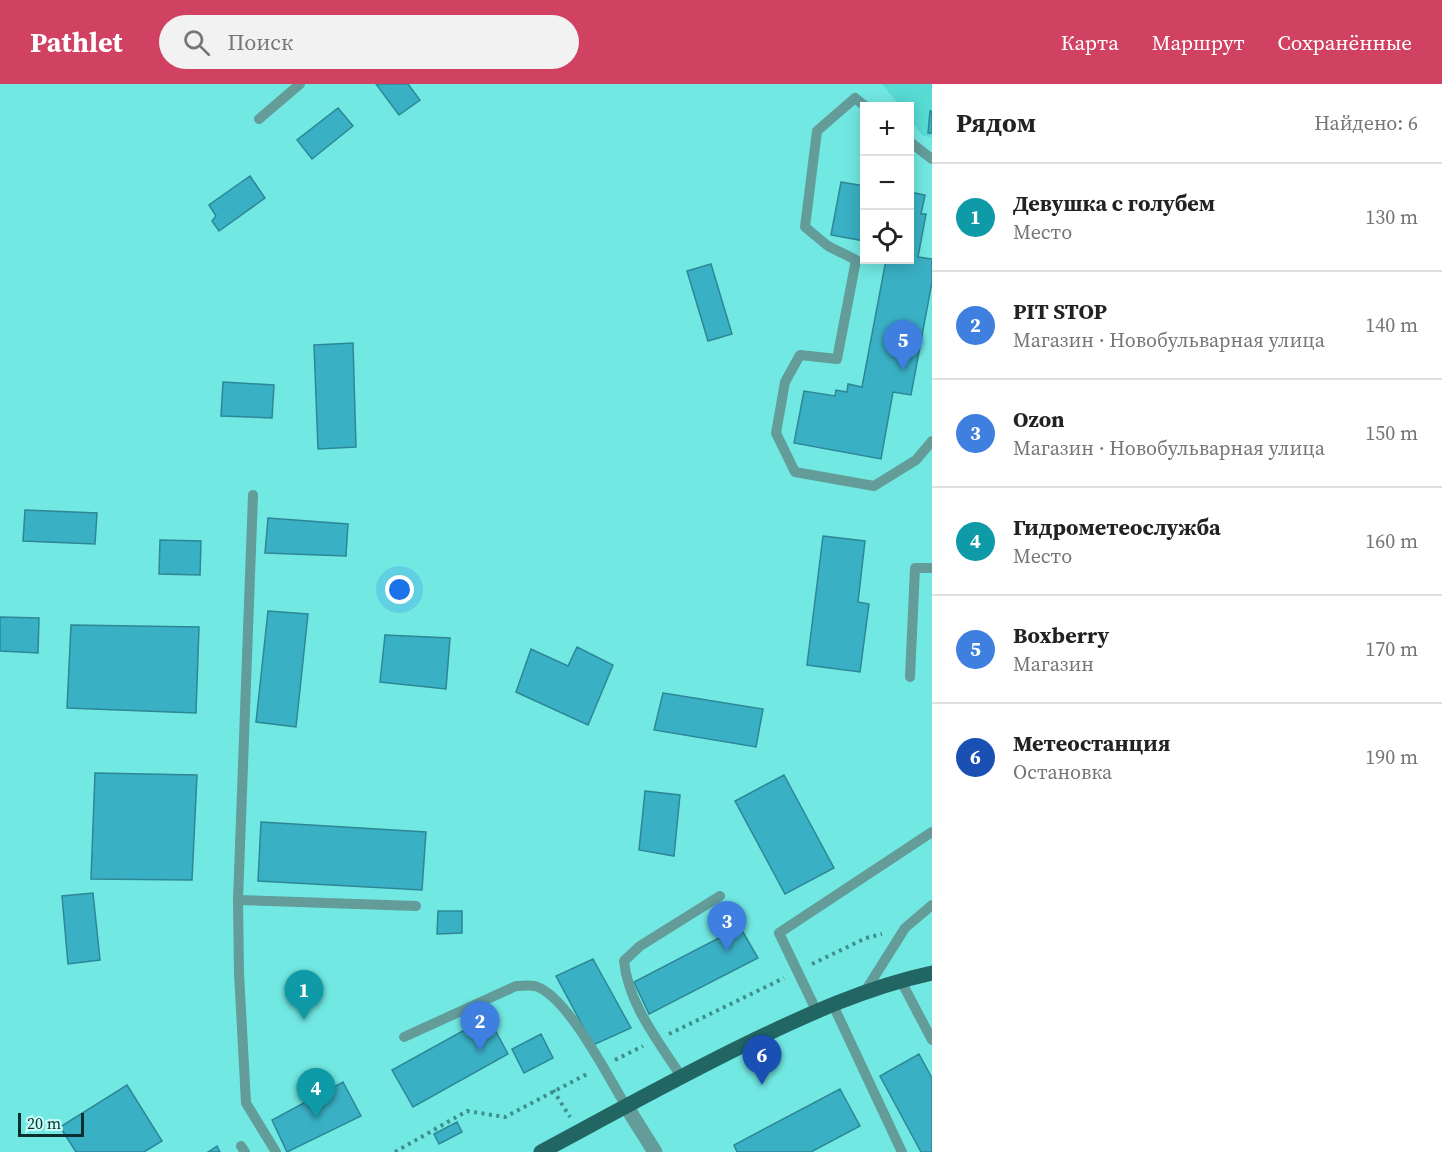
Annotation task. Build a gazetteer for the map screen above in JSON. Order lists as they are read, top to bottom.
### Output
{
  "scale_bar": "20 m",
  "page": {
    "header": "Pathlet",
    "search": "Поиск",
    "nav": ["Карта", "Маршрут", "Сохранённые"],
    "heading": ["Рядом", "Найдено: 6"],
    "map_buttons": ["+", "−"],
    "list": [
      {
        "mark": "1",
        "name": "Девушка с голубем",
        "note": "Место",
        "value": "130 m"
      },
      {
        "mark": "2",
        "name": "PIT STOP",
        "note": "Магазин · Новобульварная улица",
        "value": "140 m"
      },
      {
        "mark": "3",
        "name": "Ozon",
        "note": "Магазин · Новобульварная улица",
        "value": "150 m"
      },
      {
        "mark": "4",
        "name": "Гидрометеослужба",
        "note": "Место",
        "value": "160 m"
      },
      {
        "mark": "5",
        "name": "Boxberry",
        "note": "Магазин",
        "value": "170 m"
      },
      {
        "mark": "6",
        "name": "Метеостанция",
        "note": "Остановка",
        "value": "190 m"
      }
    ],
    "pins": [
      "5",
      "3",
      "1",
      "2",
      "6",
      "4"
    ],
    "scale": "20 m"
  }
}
---
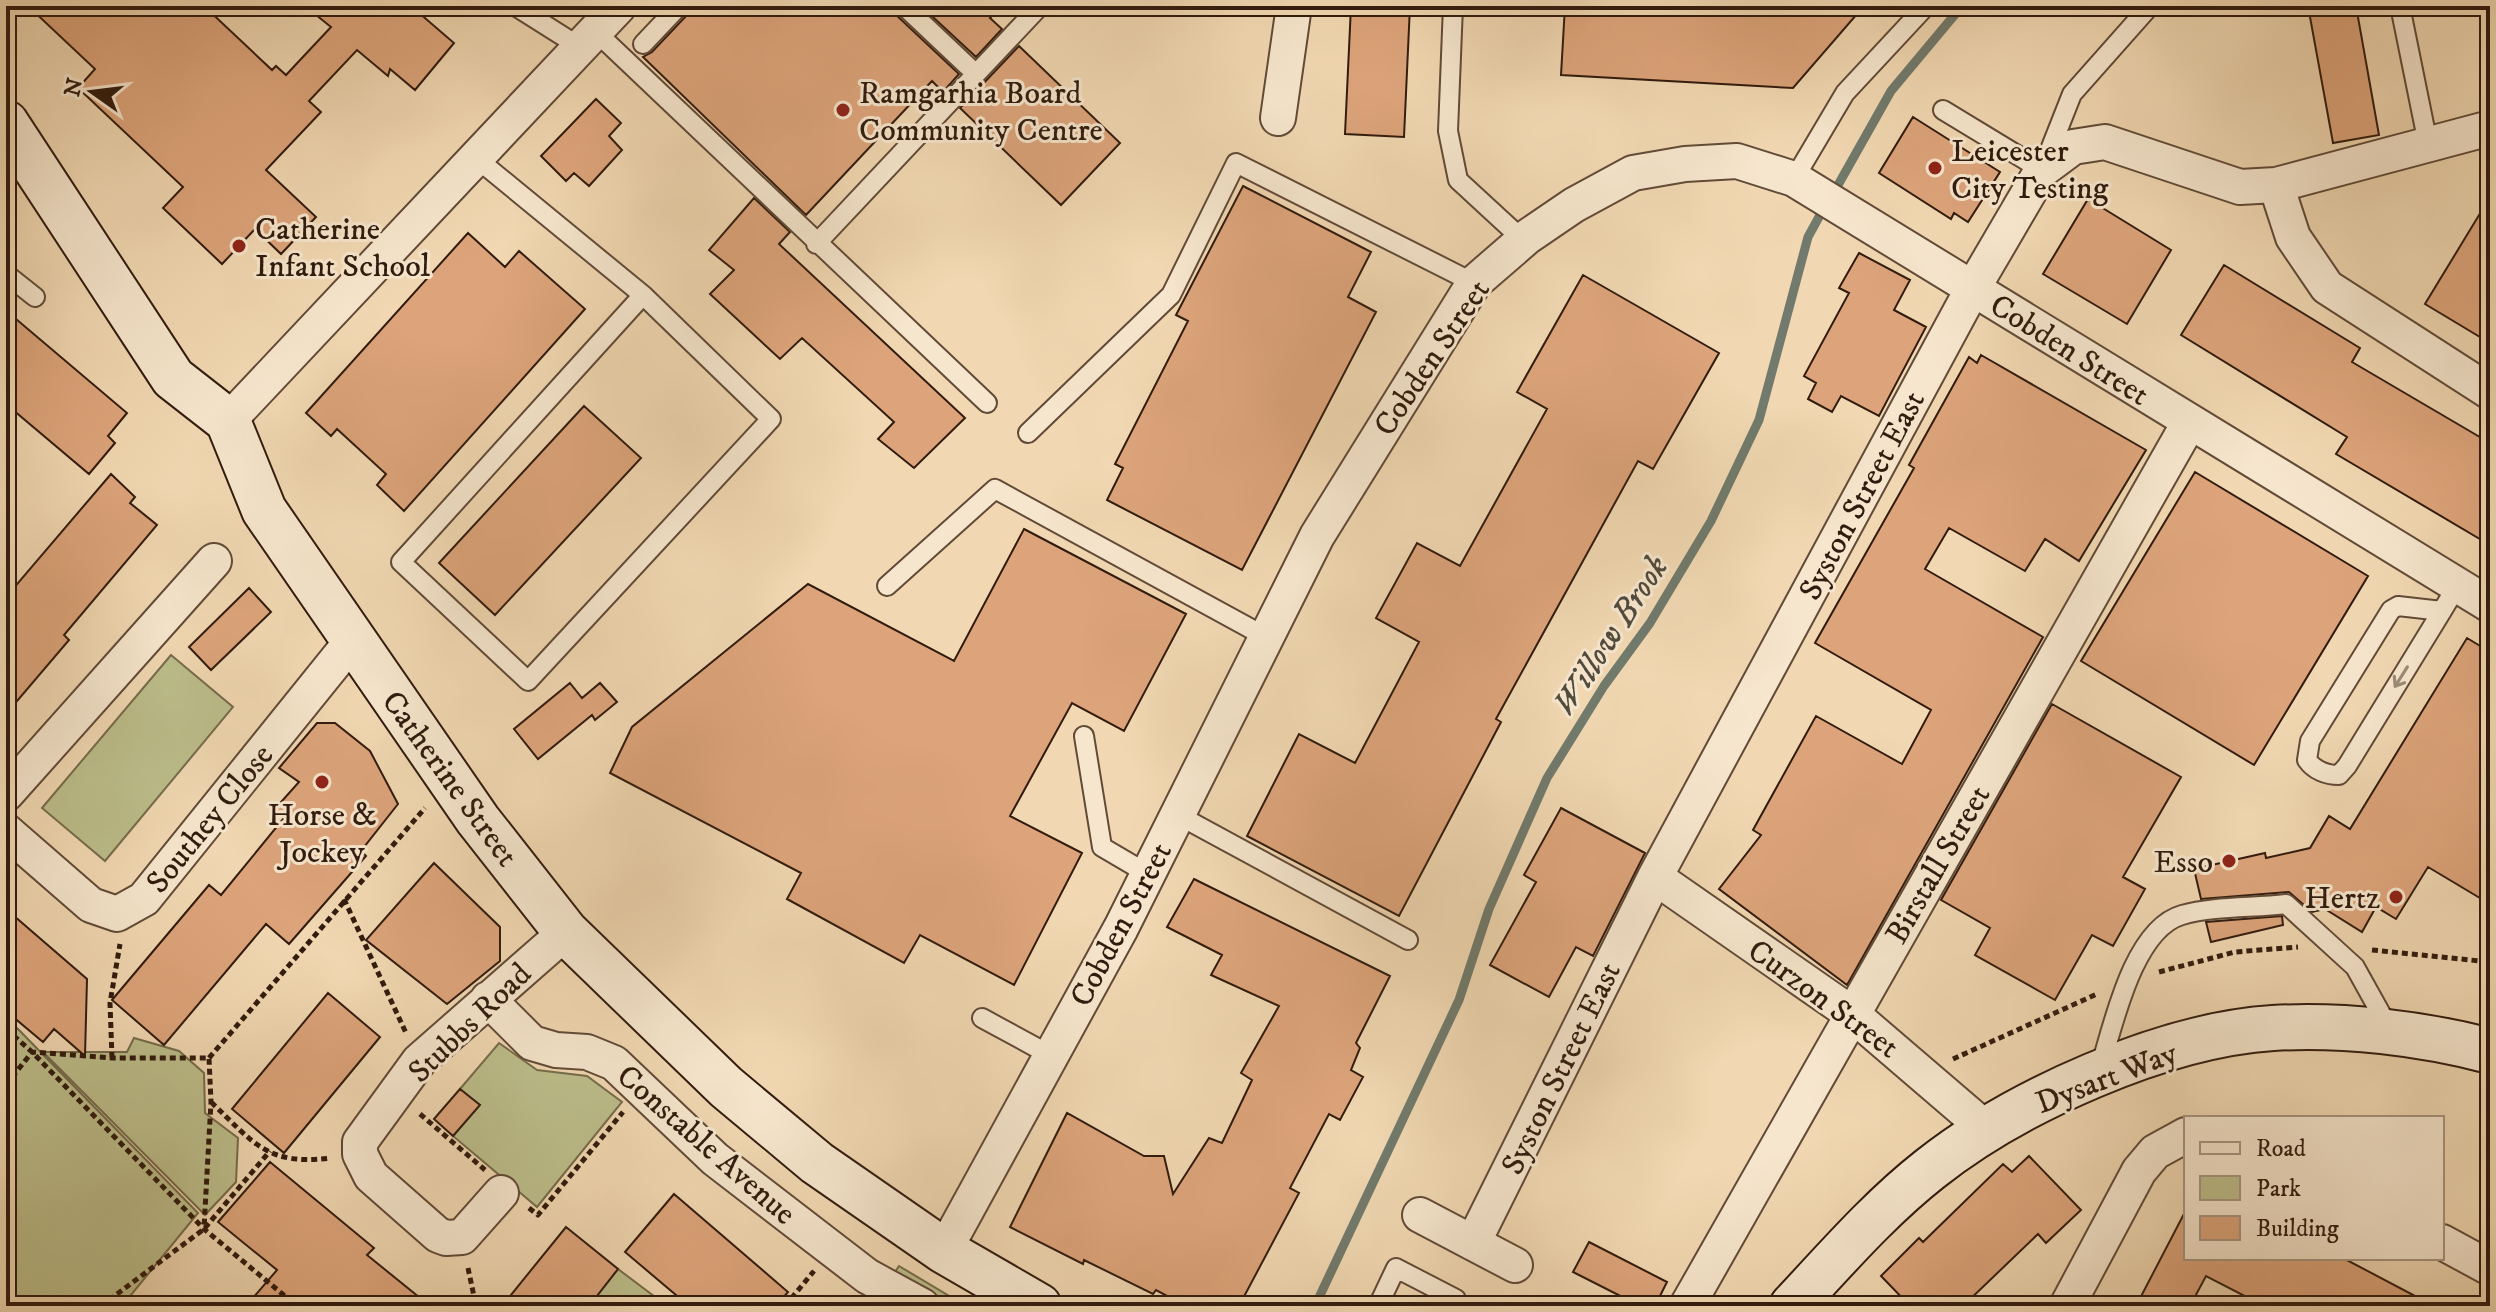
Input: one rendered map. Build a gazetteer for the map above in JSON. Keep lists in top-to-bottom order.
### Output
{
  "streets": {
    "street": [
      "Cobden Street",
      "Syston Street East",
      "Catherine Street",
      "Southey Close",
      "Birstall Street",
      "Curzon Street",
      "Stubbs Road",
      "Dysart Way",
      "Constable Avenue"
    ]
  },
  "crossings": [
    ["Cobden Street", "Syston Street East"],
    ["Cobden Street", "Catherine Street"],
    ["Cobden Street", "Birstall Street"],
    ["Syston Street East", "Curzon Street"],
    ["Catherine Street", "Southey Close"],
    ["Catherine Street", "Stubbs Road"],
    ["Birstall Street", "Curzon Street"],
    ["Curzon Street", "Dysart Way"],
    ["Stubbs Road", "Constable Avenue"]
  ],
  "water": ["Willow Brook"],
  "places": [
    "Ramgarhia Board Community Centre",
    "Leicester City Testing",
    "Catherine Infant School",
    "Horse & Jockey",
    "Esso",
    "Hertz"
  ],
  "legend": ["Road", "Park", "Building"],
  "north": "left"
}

#### Required work
If the string "Stubbs" appears in a line of the entries, report the line.

#### Written response
      "Stubbs Road",
    ["Catherine Street", "Stubbs Road"],
    ["Stubbs Road", "Constable Avenue"]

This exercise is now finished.